(MATERIAL FOR THIS EXERCISE)
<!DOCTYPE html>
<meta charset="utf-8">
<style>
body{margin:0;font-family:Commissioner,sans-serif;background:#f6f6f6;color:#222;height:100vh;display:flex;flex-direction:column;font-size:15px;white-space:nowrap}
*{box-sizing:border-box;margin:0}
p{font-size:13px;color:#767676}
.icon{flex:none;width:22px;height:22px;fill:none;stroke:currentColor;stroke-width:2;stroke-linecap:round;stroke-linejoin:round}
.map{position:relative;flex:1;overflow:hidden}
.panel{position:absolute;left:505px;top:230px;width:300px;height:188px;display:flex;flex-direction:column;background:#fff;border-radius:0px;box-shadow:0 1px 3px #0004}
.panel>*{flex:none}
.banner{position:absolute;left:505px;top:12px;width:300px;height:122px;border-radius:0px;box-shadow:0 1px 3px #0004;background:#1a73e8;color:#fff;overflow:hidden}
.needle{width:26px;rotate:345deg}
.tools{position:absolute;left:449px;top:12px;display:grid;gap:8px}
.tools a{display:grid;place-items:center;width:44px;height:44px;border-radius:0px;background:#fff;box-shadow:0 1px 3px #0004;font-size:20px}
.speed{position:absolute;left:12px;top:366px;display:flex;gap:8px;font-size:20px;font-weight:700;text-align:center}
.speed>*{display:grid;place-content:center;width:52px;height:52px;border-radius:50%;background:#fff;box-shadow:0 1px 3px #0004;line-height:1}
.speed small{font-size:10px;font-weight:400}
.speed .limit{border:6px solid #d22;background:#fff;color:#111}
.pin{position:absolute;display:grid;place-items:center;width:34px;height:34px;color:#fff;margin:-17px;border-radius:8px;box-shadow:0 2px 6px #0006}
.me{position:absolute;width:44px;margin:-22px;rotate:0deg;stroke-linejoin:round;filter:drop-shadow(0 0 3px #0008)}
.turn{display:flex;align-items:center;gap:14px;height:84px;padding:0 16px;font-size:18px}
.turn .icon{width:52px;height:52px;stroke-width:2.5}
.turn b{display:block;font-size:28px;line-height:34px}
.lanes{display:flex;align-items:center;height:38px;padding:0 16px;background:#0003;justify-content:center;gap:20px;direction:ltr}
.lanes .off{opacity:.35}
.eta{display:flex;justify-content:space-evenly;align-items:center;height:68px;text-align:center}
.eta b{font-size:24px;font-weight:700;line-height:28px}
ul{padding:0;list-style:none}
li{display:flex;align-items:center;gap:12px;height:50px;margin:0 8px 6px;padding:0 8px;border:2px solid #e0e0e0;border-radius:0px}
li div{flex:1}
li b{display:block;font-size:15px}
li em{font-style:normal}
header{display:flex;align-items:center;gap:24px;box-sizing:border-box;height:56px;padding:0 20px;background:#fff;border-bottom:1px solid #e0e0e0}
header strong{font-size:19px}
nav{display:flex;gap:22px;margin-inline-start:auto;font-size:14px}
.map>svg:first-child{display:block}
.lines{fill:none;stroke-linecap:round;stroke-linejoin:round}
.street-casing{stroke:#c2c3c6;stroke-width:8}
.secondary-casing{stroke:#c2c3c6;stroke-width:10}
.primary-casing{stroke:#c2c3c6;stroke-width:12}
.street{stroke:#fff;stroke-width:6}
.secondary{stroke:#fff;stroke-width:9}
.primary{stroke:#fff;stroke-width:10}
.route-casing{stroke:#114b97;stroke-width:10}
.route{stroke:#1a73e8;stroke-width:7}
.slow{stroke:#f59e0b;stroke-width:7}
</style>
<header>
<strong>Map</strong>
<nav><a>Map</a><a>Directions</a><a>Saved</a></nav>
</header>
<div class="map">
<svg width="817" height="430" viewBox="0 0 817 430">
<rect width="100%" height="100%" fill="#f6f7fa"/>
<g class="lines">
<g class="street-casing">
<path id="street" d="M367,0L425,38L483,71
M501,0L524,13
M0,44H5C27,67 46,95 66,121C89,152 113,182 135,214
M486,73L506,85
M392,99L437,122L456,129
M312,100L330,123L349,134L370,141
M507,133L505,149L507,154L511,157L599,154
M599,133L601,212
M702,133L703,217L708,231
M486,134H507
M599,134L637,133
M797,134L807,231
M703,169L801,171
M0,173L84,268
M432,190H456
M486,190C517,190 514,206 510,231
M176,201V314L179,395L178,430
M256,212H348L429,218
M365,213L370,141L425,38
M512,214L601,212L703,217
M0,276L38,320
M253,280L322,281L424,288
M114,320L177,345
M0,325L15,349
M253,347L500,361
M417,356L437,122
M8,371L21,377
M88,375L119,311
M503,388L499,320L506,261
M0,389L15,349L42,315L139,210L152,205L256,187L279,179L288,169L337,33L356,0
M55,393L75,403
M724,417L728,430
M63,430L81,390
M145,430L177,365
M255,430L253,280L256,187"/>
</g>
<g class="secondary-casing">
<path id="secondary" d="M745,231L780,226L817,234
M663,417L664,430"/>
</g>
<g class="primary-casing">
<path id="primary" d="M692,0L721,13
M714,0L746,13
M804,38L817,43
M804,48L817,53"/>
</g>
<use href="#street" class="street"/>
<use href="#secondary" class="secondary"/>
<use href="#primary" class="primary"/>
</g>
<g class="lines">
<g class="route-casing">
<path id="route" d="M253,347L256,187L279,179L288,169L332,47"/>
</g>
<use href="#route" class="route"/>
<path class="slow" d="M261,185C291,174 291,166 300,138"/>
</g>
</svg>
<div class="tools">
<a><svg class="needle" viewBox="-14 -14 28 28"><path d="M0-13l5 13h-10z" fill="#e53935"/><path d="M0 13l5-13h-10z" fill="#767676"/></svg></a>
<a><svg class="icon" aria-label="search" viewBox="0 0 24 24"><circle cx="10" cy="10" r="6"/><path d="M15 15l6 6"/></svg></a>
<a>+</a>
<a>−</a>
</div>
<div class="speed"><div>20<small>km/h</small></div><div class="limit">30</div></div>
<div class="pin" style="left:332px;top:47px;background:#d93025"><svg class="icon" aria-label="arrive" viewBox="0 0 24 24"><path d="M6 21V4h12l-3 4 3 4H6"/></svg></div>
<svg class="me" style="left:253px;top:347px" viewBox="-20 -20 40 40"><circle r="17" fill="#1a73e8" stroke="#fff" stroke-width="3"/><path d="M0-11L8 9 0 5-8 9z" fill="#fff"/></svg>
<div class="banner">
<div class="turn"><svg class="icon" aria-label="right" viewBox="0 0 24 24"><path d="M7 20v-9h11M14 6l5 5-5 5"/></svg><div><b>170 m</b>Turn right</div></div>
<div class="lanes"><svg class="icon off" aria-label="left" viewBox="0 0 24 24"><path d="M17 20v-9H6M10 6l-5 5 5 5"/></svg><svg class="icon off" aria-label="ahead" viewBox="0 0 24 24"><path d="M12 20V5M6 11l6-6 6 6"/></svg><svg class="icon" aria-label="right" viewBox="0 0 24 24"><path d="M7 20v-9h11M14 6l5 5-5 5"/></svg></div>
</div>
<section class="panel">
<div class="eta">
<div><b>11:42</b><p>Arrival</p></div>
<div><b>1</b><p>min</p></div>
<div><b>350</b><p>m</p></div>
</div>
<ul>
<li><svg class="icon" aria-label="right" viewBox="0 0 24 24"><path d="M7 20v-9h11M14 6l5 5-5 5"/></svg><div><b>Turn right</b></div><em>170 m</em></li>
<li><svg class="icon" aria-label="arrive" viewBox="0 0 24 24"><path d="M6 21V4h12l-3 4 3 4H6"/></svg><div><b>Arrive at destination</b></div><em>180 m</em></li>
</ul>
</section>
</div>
(End MATERIAL FOR THIS EXERCISE)
REQUIRED WORK. All lines of the material that contain the string "rotate" are to be copied.

EXERCISE OUTPUT.
.needle{width:26px;rotate:345deg}
.me{position:absolute;width:44px;margin:-22px;rotate:0deg;stroke-linejoin:round;filter:drop-shadow(0 0 3px #0008)}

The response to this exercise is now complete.